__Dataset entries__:
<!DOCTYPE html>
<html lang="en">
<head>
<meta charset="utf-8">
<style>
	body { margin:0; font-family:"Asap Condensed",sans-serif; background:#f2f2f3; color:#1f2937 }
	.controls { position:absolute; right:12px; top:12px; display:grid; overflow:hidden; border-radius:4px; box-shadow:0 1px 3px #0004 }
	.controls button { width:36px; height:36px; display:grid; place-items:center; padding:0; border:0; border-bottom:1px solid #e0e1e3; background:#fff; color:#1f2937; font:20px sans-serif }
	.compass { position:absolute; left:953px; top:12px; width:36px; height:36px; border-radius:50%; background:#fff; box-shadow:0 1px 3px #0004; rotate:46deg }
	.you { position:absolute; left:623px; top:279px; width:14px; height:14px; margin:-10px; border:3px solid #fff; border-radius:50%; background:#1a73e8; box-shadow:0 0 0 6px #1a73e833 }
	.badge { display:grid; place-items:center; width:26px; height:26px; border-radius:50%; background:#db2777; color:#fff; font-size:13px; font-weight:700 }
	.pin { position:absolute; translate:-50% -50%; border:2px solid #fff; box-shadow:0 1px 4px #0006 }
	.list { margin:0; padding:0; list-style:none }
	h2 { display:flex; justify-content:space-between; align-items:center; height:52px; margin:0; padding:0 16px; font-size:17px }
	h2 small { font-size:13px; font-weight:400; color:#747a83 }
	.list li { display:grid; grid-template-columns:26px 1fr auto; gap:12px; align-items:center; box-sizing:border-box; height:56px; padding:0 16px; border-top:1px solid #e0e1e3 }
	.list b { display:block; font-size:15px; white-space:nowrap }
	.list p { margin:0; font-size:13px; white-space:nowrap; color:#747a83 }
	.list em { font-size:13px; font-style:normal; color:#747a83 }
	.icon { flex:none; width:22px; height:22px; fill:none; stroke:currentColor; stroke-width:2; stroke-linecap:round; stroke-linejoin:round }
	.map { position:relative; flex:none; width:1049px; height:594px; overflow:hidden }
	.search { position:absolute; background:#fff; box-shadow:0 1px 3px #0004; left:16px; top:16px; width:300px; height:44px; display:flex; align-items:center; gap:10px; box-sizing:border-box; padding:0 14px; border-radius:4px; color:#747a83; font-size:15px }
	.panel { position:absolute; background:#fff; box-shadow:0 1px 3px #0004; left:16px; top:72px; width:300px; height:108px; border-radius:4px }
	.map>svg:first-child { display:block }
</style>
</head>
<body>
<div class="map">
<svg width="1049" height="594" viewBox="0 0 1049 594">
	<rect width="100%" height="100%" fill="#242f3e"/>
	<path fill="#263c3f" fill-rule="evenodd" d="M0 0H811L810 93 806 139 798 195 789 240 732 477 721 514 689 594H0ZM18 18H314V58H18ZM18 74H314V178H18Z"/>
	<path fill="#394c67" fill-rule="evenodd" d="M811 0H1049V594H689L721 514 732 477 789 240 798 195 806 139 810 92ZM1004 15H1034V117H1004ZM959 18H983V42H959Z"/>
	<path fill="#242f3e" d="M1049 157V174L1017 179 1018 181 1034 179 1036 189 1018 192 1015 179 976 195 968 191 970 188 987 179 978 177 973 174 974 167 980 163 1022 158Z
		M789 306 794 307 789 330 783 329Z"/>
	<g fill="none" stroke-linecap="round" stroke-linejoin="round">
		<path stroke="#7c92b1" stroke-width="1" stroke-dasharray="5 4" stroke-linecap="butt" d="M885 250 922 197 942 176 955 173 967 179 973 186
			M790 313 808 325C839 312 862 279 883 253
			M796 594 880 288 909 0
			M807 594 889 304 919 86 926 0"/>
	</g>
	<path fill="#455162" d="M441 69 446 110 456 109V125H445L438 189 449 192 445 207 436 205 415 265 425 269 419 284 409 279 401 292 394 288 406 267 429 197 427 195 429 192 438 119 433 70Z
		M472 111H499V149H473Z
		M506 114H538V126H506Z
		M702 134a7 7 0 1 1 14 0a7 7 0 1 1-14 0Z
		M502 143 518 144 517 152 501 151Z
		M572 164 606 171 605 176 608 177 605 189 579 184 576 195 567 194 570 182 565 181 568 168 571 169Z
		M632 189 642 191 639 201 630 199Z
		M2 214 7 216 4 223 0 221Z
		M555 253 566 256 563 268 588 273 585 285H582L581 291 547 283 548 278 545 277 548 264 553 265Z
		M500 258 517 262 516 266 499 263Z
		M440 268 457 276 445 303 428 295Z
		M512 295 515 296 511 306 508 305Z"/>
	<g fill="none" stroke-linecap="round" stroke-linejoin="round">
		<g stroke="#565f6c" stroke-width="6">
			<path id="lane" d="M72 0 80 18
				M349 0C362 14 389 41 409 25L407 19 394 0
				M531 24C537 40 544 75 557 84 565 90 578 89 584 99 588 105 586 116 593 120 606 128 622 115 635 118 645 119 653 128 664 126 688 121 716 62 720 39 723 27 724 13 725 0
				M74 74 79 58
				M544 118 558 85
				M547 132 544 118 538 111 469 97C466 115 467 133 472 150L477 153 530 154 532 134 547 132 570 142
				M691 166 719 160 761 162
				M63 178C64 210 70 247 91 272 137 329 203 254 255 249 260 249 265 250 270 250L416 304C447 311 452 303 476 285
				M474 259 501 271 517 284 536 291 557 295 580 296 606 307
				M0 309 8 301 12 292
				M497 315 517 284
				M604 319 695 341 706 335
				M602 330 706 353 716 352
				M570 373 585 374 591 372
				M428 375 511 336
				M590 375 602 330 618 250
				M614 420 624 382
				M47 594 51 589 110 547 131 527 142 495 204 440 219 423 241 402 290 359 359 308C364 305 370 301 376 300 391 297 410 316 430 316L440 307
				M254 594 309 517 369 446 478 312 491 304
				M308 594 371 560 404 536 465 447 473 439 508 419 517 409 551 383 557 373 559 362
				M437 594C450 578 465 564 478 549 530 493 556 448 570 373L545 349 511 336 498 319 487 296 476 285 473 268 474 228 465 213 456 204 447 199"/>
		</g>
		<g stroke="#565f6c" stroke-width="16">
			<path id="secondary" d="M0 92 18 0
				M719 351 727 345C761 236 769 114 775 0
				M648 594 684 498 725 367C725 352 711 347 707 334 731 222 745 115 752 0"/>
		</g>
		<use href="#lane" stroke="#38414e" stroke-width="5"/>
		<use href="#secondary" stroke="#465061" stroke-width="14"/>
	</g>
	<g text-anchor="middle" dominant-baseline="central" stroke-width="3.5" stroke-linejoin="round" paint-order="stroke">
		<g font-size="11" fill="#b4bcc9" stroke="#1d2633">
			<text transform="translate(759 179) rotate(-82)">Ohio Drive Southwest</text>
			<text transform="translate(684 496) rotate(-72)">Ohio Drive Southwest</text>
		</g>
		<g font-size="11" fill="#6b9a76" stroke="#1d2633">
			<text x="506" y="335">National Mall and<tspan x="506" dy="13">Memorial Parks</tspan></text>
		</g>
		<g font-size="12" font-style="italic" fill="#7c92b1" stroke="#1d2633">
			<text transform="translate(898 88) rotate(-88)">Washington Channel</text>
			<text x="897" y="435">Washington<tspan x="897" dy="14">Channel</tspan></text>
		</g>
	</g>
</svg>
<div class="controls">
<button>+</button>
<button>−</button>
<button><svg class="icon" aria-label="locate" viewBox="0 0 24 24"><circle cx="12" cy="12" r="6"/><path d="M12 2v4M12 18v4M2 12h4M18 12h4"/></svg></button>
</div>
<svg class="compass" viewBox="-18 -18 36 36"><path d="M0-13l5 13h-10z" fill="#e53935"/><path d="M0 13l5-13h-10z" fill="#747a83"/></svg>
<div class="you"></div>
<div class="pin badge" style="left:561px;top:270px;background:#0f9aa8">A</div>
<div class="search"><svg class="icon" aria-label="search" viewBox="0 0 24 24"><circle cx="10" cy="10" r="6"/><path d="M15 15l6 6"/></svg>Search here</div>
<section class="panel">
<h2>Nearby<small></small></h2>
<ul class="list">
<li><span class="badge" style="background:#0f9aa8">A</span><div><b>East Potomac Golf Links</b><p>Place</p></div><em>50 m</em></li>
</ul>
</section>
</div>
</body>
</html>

__TO DO__:
With the first line of the records as the start and the line holding "display:flex; justify-content:space-between; align-items:center;" as the end, please copy exactly those lines and no others.

__RESULT FOR THIS EXERCISE__:
<!DOCTYPE html>
<html lang="en">
<head>
<meta charset="utf-8">
<style>
	body { margin:0; font-family:"Asap Condensed",sans-serif; background:#f2f2f3; color:#1f2937 }
	.controls { position:absolute; right:12px; top:12px; display:grid; overflow:hidden; border-radius:4px; box-shadow:0 1px 3px #0004 }
	.controls button { width:36px; height:36px; display:grid; place-items:center; padding:0; border:0; border-bottom:1px solid #e0e1e3; background:#fff; color:#1f2937; font:20px sans-serif }
	.compass { position:absolute; left:953px; top:12px; width:36px; height:36px; border-radius:50%; background:#fff; box-shadow:0 1px 3px #0004; rotate:46deg }
	.you { position:absolute; left:623px; top:279px; width:14px; height:14px; margin:-10px; border:3px solid #fff; border-radius:50%; background:#1a73e8; box-shadow:0 0 0 6px #1a73e833 }
	.badge { display:grid; place-items:center; width:26px; height:26px; border-radius:50%; background:#db2777; color:#fff; font-size:13px; font-weight:700 }
	.pin { position:absolute; translate:-50% -50%; border:2px solid #fff; box-shadow:0 1px 4px #0006 }
	.list { margin:0; padding:0; list-style:none }
	h2 { display:flex; justify-content:space-between; align-items:center; height:52px; margin:0; padding:0 16px; font-size:17px }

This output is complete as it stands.